Fosseuse regarda le Béarnais ; – le Béarnais souriait de son fin sourire moitié railleur, moitié naïf.
— Et je ne serais pas étonnée, sire, poursuivit Fosseuse qui tenait à éveiller la prudence du roi sans trahir l’imminence du péril, que le roi eût affronté certainement, – je ne serais pas étonnée que le seigneur Gaëtano…
— Voulût m’assassiner ? J’y ai songé aussi, interrompit froidement le roi.
Fosseuse recula. Le roi en savait autant qu’elle.

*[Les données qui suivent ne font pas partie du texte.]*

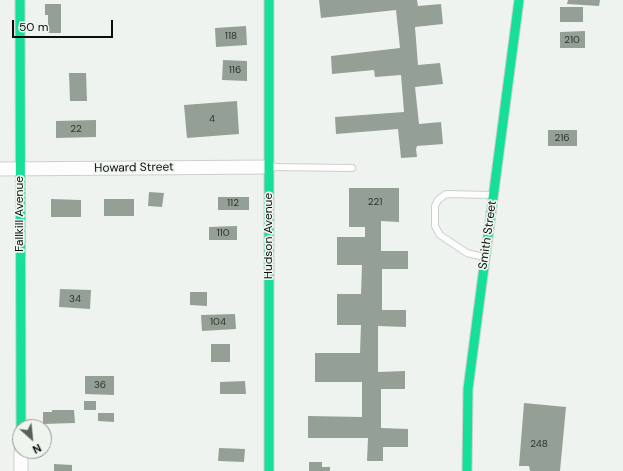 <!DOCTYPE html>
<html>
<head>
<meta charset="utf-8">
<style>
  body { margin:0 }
  #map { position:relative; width:623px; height:471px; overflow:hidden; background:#eff3ef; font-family:"DM Sans",sans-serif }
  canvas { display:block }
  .north { position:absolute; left:12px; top:419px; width:40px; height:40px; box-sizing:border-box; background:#edf5ed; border:1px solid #939993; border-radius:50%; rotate:153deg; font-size:11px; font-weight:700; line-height:16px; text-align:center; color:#0c0e0c }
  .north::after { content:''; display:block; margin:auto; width:14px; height:18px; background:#5b5e5b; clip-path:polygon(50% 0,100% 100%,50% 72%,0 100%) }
  .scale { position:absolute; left:12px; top:20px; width:101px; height:18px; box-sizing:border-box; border:2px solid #0c0e0c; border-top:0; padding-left:5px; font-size:12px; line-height:14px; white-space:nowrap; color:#0c0e0c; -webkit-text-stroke:3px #edf5ed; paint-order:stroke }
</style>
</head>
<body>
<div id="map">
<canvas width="623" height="471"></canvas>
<div class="north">N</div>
<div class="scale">50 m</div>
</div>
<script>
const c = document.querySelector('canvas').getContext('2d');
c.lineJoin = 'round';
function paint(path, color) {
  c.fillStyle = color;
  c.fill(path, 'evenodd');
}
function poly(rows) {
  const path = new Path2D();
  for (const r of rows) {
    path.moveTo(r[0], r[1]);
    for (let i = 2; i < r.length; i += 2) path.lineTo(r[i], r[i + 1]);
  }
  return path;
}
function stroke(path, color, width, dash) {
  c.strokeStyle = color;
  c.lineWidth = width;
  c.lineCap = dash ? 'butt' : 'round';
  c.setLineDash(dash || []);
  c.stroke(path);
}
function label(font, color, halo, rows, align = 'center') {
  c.font = font + ' "DM Sans",sans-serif';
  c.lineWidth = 3.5;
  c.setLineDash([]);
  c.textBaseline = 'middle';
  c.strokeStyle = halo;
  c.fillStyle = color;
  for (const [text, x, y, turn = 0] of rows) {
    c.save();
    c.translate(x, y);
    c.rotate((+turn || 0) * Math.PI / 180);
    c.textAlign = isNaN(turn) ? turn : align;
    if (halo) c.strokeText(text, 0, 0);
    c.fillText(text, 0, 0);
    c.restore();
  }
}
paint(poly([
  [319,0,417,0,418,6,441,4,443,24,415,27,418,65,440,63,443,84,415,87,419,124,441,122,443,144,417,146,416,149,417,157,401,158,398,129,336,134,335,117,404,112,401,75,375,77,374,70,332,74,331,56,400,48,396,10,321,18],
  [568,0,600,0,599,6,567,4],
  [45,4,61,4,61,33,48,33,48,15,45,15],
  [560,7,583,7,583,22,560,22],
  [246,26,247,45,216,47,215,28],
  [585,31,585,48,560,48,560,32],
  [223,60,247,61,247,81,222,80],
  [69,73,86,73,87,101,70,101],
  [237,101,239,134,187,138,184,105],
  [96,120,96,137,56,138,56,121],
  [548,130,577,130,577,146,548,146],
  [349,188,399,188,399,222,381,221,381,251,408,251,408,269,382,269,382,310,406,310,406,327,378,326,378,372,405,371,405,389,381,389,381,428,408,429,408,447,383,447,383,461,367,461,368,438,308,438,308,416,362,417,362,382,315,382,315,353,360,353,361,325,337,325,337,294,361,294,362,265,337,265,337,237,365,237,365,227,349,227],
  [149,192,164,193,162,207,148,206],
  [218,197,249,197,249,210,218,210],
  [51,199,81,200,81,217,51,217],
  [104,199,134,199,134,216,104,216],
  [237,226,237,240,209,240,209,227],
  [60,289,91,290,90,309,59,307],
  [190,292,207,292,207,306,190,305],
  [235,314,236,329,202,331,201,315],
  [211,344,230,344,230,362,211,362],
  [85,376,114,376,114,395,85,394],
  [245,381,246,394,220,394,220,382],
  [84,401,96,401,96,410,84,410],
  [524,403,566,407,560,471,530,471,529,466,519,466],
  [52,410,74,410,75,423,43,424,43,412,52,412],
  [98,413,114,413,114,422,98,421],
  [219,448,245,449,244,462,218,461],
  [309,462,322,462,322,467,330,467,330,471,309,471],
  [54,464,72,465,72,471,54,471]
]), '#94a095');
const lane = poly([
  [270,167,352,168],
  [484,257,467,253,440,235,435,226,435,206,438,200,446,194,492,195]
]);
const street = poly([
  [0,169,269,167],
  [21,471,21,451]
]);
const fast = poly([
  [20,0,21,427],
  [269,0,269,471],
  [467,471,468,389,519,0]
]);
stroke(lane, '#cccfcc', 8);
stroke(street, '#cccfcc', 15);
stroke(fast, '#cccfcc', 11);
stroke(lane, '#fdfdfd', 6);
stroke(street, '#fdfdfd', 13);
stroke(fast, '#16e098', 9);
label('10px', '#2e322e', null, [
  ["118",231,36],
  ["210",572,40],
  ["116",235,70],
  ["4",212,119],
  ["22",76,129],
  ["216",562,138],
  ["221",375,202],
  ["112",233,203],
  ["110",223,233],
  ["34",75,299],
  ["104",218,322],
  ["36",100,385],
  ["248",539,444]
]);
label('12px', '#0c0e0c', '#edf5ed', [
  ["Howard Street",134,168,-1],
  ["Fallkill Avenue",20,214,-90],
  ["Smith Street",488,235,-82],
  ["Hudson Avenue",269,236,-90]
]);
</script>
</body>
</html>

— Vois-tu, poursuivit-il, vois-tu, ma mie, il y a trois hommes en ce monde qui se moquent singulièrement de moi. La premier se nomme Henri de France, et il se dit : Mon frère de Navarre est un rustre à qui je dois la dot de sa femme, et qui s’imagine que je la lui baillerai. Mon frère est un bélître et son armée est trop petite pour que je dorme une heure de moins. – Le roi Henri de France a grand tort, ma mie, car un de ces jours je lui prendrai ce qu’il ne veut point bailler.
— Avec quelle armée, sire ? demanda finement Fosseuse.
— Bah ! répondit le roi en frappant sur la garde de son épée et redressant fièrement la tête, tu m’as dit toi-même que les armées sortaient de terre à qui les savait commander.
— Il n’y a que des rochers en Navarre !
— Impertinente ! – Le second des trois hommes qui se gaussent de moi à nom le duc Henri de Guise. – Le duc Henri de Guise se dit : Si ce paysan béarnais qui ose s’intituler mon cousin mourait d’un mal quelconque, je ne me mettrais plus martel en tête. Après le roi Henri III, qui est usé, je serais roi de France. Heureusement le Béarnais est un poltron et un lâche, et je lui ferai si grand’peur qu’il sera moine au premier jour. – Or, vois-tu, le duc de Guise est un niais, et si je n’avais d’autre obstacle sérieux qu’une douzaine de ses pareils pour entrer au Louvre, j’y serais chez moi demain.
— C’est possible, dit Fosseuse. Voyons le troisième ?
— Le troisième est le roi d’Espagne. Celui-là se dit chaque matin, comme son père se l’est dit pendant vingt années : je veux prendre aujourd’hui le royaume de Navarre pour m’arrondir un peu. – Et alors il mande un grand général, le duc d’Albe, par exemple ; le grand général arrive et demande quarante mille hommes, six mois de temps et une somme fabuleuse pour conquérir cette taupinière où l’on sème la bravoure et où l’on recolle des champs entiers de canons, de mousquets et de pointes d’épées. – Le roi d’Espagne réfléchit, et il renvoie son général. Voici vingt ans que cela dure ; maintenant, mon cousin Philippe à trouvé une autre voie plus expéditive : il me veut faire assassiner. Ah ! les hommes comme moi ne meurent assassinés que lorsqu’ils ont été grands et forts. Dieu ne les moissonne jamais avant le temps !
Tout en parlant, le roi avait perdu peu à peu cette expression de bonhomie qui le caractérisait, son visage était devenu mâle et sévère, la fierté brillait dans son regard, son front rayonnait de majesté.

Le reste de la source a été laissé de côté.